Numerosi sono anche i riferimenti all’esoterismo, dalle pietre curatrici alla magia sessuale, passando attraverso la Bibbia, l’oroscopo, la cabala ma, sembra, senza che questi riferimenti condizionino lo svolgersi degli eventi (almeno agli occhi del profano, s’intende).
Una nota sul finale. La risposta di Giobbe non ha bisogno di svelare tantissimo per quanto riguarda l’evento principale del racconto: come si è detto, già dalle prime righe è possibile sapere come sia finita la storia.
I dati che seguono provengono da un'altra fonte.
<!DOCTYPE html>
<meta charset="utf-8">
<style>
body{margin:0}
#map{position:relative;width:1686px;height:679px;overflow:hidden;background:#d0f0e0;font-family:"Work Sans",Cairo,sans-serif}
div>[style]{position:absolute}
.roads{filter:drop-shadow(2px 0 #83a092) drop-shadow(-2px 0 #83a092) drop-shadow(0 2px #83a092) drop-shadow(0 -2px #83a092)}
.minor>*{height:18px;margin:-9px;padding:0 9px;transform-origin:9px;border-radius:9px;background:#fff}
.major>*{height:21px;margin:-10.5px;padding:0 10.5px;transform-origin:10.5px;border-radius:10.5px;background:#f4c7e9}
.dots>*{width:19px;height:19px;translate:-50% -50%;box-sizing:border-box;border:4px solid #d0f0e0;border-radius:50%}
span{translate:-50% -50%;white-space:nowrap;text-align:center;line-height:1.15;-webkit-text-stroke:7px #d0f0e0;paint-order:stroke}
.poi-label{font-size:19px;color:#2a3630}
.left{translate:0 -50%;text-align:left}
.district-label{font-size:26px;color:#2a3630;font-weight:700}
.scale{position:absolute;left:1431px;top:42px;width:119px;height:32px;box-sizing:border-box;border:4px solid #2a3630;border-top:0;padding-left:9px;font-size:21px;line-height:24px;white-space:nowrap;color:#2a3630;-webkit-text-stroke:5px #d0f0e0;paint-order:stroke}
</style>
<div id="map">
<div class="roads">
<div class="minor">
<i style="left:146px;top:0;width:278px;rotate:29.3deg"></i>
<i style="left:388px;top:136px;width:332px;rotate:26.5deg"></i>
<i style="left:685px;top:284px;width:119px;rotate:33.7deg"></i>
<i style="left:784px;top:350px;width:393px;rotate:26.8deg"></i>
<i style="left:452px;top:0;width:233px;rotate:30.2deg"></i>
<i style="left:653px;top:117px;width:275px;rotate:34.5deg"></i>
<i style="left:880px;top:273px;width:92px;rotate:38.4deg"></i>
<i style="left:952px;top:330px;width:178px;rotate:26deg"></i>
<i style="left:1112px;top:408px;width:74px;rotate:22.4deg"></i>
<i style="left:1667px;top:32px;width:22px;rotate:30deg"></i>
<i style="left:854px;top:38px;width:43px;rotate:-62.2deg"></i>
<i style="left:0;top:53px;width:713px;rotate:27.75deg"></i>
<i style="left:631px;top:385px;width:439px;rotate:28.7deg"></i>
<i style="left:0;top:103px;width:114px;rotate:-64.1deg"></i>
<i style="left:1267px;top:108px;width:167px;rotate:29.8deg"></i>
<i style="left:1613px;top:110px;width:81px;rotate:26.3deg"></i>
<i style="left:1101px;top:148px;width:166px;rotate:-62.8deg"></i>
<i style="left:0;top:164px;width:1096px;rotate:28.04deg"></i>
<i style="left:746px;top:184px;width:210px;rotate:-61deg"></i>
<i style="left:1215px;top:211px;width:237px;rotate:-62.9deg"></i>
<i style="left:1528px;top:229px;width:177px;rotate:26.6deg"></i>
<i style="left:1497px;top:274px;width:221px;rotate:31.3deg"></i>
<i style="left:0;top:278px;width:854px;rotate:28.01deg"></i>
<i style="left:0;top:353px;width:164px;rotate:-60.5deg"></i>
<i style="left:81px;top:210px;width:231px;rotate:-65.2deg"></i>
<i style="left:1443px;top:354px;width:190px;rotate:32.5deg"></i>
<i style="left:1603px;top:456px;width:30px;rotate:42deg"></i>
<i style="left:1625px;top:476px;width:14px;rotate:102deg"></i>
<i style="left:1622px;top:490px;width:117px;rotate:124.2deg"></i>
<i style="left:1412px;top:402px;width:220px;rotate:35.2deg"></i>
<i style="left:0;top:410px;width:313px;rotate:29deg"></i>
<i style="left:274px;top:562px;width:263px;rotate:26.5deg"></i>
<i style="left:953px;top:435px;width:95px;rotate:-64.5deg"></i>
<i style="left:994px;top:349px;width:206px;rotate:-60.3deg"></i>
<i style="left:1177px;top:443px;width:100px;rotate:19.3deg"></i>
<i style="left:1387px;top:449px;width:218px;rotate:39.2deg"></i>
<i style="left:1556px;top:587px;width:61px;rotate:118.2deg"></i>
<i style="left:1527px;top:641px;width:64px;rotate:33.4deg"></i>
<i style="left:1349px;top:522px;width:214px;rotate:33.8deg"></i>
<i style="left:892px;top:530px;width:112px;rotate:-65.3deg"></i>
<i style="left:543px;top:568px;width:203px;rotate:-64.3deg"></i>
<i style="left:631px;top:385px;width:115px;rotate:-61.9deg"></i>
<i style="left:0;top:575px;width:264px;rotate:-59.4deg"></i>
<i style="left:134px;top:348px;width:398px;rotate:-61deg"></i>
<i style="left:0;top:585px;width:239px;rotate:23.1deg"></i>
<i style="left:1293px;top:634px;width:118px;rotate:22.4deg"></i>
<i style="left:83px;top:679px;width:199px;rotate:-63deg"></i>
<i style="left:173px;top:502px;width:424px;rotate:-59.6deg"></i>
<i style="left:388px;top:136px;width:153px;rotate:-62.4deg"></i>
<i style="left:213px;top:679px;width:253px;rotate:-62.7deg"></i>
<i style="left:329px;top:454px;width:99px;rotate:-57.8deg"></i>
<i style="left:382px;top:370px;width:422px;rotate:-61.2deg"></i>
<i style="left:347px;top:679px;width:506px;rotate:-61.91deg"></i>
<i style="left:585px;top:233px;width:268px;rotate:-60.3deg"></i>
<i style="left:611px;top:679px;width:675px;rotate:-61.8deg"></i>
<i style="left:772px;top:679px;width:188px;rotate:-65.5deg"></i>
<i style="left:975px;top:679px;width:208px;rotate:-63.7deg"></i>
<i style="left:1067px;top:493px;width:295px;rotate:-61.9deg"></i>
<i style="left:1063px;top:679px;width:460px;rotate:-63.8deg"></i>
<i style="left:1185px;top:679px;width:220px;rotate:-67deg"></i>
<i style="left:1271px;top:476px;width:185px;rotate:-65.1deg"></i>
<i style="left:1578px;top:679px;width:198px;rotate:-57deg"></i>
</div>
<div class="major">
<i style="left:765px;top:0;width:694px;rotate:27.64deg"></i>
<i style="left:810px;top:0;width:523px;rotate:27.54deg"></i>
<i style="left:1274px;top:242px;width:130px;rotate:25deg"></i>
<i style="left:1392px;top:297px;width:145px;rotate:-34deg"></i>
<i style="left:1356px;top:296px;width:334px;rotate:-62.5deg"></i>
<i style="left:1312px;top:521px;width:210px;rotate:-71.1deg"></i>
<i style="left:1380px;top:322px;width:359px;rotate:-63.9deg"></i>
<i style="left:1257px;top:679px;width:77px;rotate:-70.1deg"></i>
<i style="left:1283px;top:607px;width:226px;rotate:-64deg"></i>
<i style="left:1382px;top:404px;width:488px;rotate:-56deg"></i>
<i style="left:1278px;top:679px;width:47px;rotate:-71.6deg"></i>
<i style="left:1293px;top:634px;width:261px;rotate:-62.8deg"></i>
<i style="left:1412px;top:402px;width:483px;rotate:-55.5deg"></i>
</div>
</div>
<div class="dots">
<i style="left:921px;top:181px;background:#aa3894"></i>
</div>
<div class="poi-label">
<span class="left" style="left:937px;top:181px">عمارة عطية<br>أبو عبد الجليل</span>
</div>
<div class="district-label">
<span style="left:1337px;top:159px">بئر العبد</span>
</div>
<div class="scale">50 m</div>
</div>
Allora il bello sta nella scoperta di ciò che è nel mezzo, fra l’incontro fatidico di Liubia e Salvo e l’attimo in cui lei inizia a ricordare.
Ecco, da questo punto di vista si può dire che sarebbe stato molto più bello avere più materiale da leggere e da assaporare, magari con la chiusura di qualche situazione professionale di Liubia o semplicemente con qualche dettaglio in più su alcuni dei personaggi “minori” che affastellano il racconto.
Non è comunque un difetto troppo rilevante: il romanzo è breve e scorrevole, ironico ma anche capace di fermarsi un po’ a riflettere, arricchito di metafore e giochi di parole a tratti audaci (quello su Ventimiglia e la Francia ad esempio), piccoli spaccati di Milano, vite di emigranti fisici e spirituali, personaggi particolari.
In definitiva La risposta di Giobbe è un libro bello, scorrevole e che soprattutto accalappia l’attenzione del lettore fin dalle prime righe, disponibile anche in formato audiobook letto dall’autrice.
Consigliato, consigliato, consigliato.
Sul sito ufficiale di Silvia Pedri (ebook+audiobook) qui.
Sitografia
Bibbia EDU – http://www.bibbiaedu.it/ (ult. visita 28/12/2017)
- Il cd. sfogo di Giobbe: Gb, 7, 11-21.
- Gb, 42, 3 – Traduzione CEI 2008, su: http://www.bibbiaedu.it/.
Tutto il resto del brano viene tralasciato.